→ WORK REQUEST:
Your answer should consist of each line from the data below that contains "column".

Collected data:
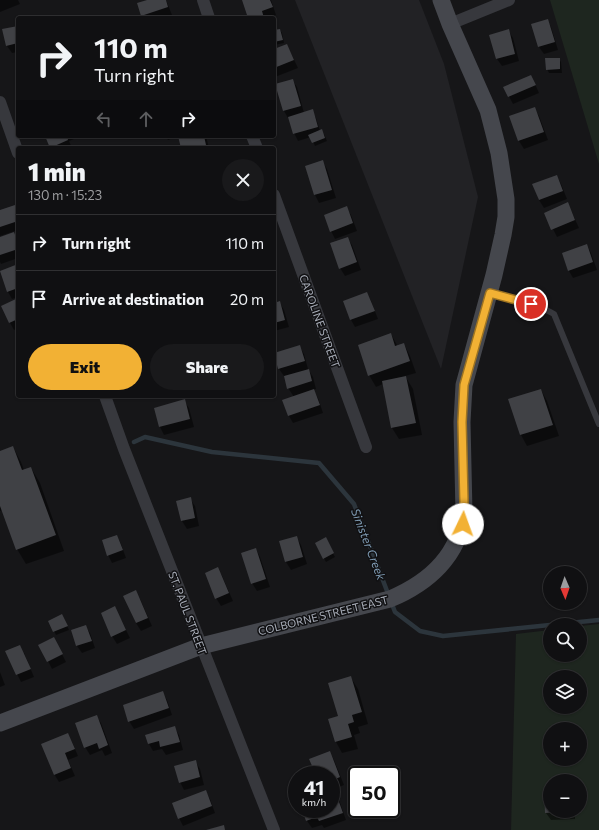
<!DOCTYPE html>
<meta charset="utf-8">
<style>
:root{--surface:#101012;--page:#19191b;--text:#f1f3f6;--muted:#9c9d9f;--line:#303032;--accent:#f2b134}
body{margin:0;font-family:Commissioner,sans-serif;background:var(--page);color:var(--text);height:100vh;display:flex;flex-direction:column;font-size:15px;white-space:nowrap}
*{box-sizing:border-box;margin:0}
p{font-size:13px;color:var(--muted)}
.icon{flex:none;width:22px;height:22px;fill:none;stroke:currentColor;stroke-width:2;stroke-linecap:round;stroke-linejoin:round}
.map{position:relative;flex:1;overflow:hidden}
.panel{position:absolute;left:16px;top:146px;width:260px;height:252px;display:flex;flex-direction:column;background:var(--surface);border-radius:4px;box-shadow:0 1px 3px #0004,0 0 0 1px var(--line)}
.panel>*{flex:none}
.top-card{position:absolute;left:16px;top:16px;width:260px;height:122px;border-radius:4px;box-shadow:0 1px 3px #0004,0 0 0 1px var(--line);background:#101012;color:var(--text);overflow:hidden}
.needle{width:26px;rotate:178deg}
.fabs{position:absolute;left:543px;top:566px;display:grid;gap:8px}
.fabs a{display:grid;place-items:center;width:44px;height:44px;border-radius:50%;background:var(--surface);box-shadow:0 1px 3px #0004,0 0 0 1px var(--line);font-size:20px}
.speed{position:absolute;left:288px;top:766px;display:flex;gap:8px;font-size:20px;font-weight:700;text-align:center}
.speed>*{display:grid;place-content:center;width:52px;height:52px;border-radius:50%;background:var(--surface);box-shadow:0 1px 3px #0004,0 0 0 1px var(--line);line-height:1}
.speed small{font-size:10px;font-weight:400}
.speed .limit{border:2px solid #111;border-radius:6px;background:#fff;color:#111}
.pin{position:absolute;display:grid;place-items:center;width:34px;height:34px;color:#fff;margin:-17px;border:2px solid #fff;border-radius:50%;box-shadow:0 1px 4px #0007}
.me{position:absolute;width:44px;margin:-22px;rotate:3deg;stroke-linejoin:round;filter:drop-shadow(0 0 3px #0008)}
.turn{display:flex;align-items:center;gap:14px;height:84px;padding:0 12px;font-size:18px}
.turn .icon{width:52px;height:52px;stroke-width:2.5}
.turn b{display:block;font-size:28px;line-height:34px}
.lanes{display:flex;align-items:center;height:38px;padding:0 12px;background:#0003;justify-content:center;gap:20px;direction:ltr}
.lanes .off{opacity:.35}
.round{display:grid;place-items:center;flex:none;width:42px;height:42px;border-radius:21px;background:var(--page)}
.summary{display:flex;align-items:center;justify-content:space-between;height:68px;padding:0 12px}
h1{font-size:24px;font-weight:800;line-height:30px}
.action{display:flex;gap:8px;margin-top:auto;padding:8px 12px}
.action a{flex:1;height:46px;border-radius:24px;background:var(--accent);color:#111;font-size:16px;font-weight:800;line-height:46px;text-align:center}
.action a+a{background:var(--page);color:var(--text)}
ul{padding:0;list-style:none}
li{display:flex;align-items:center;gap:12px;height:56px;padding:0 12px;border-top:1px solid var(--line)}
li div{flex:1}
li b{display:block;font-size:15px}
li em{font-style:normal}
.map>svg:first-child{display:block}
.built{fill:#222225}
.green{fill:#1e261f;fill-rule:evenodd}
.shadow{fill:#0007}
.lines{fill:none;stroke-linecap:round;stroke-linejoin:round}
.stream{stroke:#2c353c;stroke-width:4.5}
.building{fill:#404145}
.lane{stroke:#37383d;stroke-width:6}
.street{stroke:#37383d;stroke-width:12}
.secondary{stroke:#45474d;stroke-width:17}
.route-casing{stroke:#9d7322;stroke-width:10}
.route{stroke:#f2b134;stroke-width:7}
.labels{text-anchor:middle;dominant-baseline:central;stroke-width:3;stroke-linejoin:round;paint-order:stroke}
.street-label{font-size:11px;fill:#a8adb8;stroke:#111113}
.water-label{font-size:12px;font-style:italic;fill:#7f9bb3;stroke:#111113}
</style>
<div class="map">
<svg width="599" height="830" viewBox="0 0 599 830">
<rect width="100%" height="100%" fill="#161618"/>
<path class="built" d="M295,0H419L444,64L478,197L441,369Z"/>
<path class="green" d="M550,0H599V164Z
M599,624V830H511L516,634L550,630V655H580V626ZM550,677H580V707H550ZM550,729H580V759H550ZM550,781H580V811H550Z"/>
<path class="shadow" d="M0,0H18L20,4L0,12Z
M150,0H166L172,15L162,18H144L142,15Z
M243,0H271L276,15L268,18H249Z
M547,20L551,27L558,50L544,54L539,47Z
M18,27V52L12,53L7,46L3,30Z
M280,30L282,33L284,43L274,45V31Z
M508,30L513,38L519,61L502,66L497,59L491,35Z
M287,45L298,68L275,77L274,74V50Z
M559,59L561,62L562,73H549L547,69Z
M292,80L297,87L304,113L312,111L316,118L320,131L324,134L327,141L315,146L311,137L298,141L294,133L289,118H288L284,111L276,85Z
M535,84L539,93L513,104L504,87Z
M534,108L539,116L548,140L524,149L519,141L511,117Z
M46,136H82L69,141L72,148L75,147L76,148H51Z
M165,136H206L209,148H182L179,136L168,140Z
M322,161L327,169L336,198L319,203L315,195L306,166Z
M557,176L561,184L567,199L544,208L539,200L534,185Z
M568,204L579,228L557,237L545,213Z
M15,206L18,212V230L0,236V211Z
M346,208L351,215L357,231L335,239L331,231Z
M14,234L18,241V258L1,264L0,262V238Z
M347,238L352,245L361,270L345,276L340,268Z
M587,245L591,253L597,270L573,278L569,271L563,254Z
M18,265V297L12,299L8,292Z
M367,293L371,301L378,319L355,327L351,320Z
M18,300V328L14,330L10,323Z
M280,303L284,310L289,327L274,331V304Z
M391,334L398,347L404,344L410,356L416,373L405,376L413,389L422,435L399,439L392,428L383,384L376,387L369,375Z
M300,347L304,354L308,369L313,377L316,389L313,390L318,398L323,413L293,423L289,416L284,401L294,397L288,388L285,376H284L279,369Z
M541,390L547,401L559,436L527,446L521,435Z
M184,401L189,408L194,427L164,435L160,427L155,408Z
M13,447L21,462L24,470L31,468L40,483L64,551L26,564L17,549L3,510L0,511V452Z
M190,499L195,506L199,526L187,529L182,521L178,502Z
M117,536L121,544L126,558L112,563L108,555Z
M296,537L301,545L307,564L291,570L286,562L280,542Z
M325,539L335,557L326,562L316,544Z
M256,549L260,557L270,587L257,591L252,583Z
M218,569L222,576L233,601L221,606L216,598Z
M124,596L140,599L152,626L141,631L136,623Z
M115,608L130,638L117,644L112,636Z
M64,619L69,630L56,635L49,621Z
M85,626L90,633L95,648L82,653L77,646L72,631Z
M58,646L66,662L52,669L48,661Z
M6,652L24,653L34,677L21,682Z
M0,672L5,685L0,687Z
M351,678L358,689L368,724L358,727L360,733L354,735L358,749L342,753L336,742L339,716Z
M163,693L167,700L172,715L134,729L129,721Z
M96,716L101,723L112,753L105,756L102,750L90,755L85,747Z
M174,727L179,735L183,750L166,755L162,749L153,751L149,744Z
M68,734L72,742L78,756L68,760L75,776L59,782L54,774Z
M329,752L334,760L344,785L334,789L338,797L346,820L324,828L322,825L312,828L307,821L303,809H331V775H317Z
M195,761L200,769L204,785L184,790L180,782Z
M391,787L398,808L374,815L370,809H391Z
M205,791L210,799L215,813L183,826L179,818Z
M550,791V811H575V819L551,820L546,813Z"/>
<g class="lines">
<path class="stream" d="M134,442L145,437L212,452L319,463L354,504L395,612L420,631L443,636L599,620"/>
</g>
<path class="building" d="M147,0H166L168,7L141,16L137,3Z
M242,0H270L273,7L262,11L264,18H248Z
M548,19L555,42L538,47L531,24Z
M18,26V43L6,46L2,29Z
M280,29L283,40L274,42V30Z
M509,29L515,54L496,59L489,35Z
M287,44L294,60L274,68V49Z
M545,58H560V69L546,70Z
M531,75L536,85L508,97L503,87Z
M293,79L301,106L283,111L275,84Z
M535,107L544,132L518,141L509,116Z
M313,109L318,127L293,134L288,117Z
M322,129L325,138L312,143L308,135Z
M45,136H67L68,140L50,148Z
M178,136H204L206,145L193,148H181Z
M323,160L332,190L314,195L305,166Z
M557,175L563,191L539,200L532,184Z
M568,202L575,220L551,230L544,213Z
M15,205L18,213V221L0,227V210Z
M347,206L353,223L330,232L324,215Z
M14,232L18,243V249L0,255V237Z
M348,237L357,262L339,269L330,243Z
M587,244L593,262L568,271L562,253Z
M18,264V288L7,292L0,271Z
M367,292L375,311L350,320L343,301Z
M18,298V319L9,323L1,306Z
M280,301L285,320L274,323V303Z
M391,333L395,346L404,343L410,361L368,376L358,345Z
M300,345L305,361L278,369L274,353Z
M309,369L312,381L287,389L284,376Z
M406,376L416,423L391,428L382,381Z
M314,389L320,405L288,416L282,400Z
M541,389L553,425L520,435L508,399Z
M185,399L190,419L159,427L154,408Z
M13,446L22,470L31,467L56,535L16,550L0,506V451Z
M191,497L195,518L181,521L176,501Z
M117,535L123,550L107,556L102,540Z
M297,536L303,557L285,562L279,541Z
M326,537L334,553L323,559L315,543Z
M256,548L266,579L251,584L241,553Z
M218,567L229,593L215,599L205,573Z
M136,590L148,618L136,623L123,596Z
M115,606L126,630L111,637L101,613Z
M62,614L68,626L53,632L48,621Z
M86,625L92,641L76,646L71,630Z
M54,637L63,654L47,662L38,645Z
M20,645L31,669L16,675L5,651Z
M351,676L362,712L352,715L354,722L348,724L352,737L335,742L328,719L338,716L328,683Z
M163,691L169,708L128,722L123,705Z
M97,715L108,745L99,749L97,743L84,748L75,723Z
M175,726L180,742L160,747L159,741L148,744L145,735Z
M68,733L75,749L65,753L71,768L54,775L41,744Z
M330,751L340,777L331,781V775H316L309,759Z
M196,760L200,777L179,783L174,766Z
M334,788L343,813L319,821L317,817L306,821L302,809H331V790Z
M206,790L212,806L178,819L172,803Z
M544,790H550V811H561V812L545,813Z
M224,825L225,830H206Z"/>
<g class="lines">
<path class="lane" d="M490,293C512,299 535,303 554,314L599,424"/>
<path class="street" d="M203,0L209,18
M450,24L509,0
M0,102L18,153
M252,136L257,148
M274,195L366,447
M105,396L124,449L274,830"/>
<path class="secondary" d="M0,723L201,646L390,599C428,583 459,556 464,513L462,422L464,385L494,275L503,235L506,217V199L499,153L488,110L450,24L441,0"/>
</g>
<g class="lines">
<defs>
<path id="route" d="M463,524L464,502L462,422L464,385L490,293L531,304"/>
</defs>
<use href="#route" class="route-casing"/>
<use href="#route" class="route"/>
</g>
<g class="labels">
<g class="street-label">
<text transform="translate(320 321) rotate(70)">CAROLINE STREET</text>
<text transform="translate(188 613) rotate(69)">ST. PAUL STREET</text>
<text transform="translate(323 615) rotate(-14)">COLBORNE STREET EAST</text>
</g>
<g class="water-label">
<text transform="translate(369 544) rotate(69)">Sinister Creek</text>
</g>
</g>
</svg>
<div class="fabs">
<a><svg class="needle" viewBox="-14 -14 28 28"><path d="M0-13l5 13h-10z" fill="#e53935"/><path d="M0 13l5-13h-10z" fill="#9c9d9f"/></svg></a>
<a><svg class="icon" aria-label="search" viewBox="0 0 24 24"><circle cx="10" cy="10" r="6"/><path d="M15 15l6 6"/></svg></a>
<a><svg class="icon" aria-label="layers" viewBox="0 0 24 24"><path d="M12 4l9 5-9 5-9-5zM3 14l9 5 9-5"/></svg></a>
<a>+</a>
<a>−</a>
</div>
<div class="speed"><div>41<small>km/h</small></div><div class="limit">50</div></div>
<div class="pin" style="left:531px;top:304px;background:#d93025"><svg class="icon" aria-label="arrive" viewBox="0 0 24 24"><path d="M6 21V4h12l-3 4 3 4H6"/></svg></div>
<svg class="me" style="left:463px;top:524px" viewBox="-20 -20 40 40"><circle r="19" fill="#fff"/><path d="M0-13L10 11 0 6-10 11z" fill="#f2b134"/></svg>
<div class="top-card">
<div class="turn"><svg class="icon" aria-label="right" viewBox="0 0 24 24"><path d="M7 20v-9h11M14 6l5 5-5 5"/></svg><div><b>110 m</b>Turn right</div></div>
<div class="lanes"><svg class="icon off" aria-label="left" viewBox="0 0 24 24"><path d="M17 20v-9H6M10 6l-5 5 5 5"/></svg><svg class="icon off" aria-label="ahead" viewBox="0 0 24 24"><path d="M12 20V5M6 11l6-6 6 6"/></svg><svg class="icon" aria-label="right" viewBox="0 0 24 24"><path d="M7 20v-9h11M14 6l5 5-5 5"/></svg></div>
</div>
<section class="panel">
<div class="summary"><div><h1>1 min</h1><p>130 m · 15:23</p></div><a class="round"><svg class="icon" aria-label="close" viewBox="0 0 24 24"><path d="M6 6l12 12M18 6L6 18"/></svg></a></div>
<ul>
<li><svg class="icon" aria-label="right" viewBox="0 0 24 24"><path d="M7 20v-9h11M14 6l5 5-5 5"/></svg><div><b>Turn right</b></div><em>110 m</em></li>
<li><svg class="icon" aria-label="arrive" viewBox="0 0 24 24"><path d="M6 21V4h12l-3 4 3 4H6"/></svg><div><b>Arrive at destination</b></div><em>20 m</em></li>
</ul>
<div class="action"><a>Exit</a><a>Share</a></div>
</section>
</div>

→ WORKED SOLUTION:
body{margin:0;font-family:Commissioner,sans-serif;background:var(--page);color:var(--text);height:100vh;display:flex;flex-direction:column;font-size:15px;white-space:nowrap}
.panel{position:absolute;left:16px;top:146px;width:260px;height:252px;display:flex;flex-direction:column;background:var(--surface);border-radius:4px;box-shadow:0 1px 3px #0004,0 0 0 1px var(--line)}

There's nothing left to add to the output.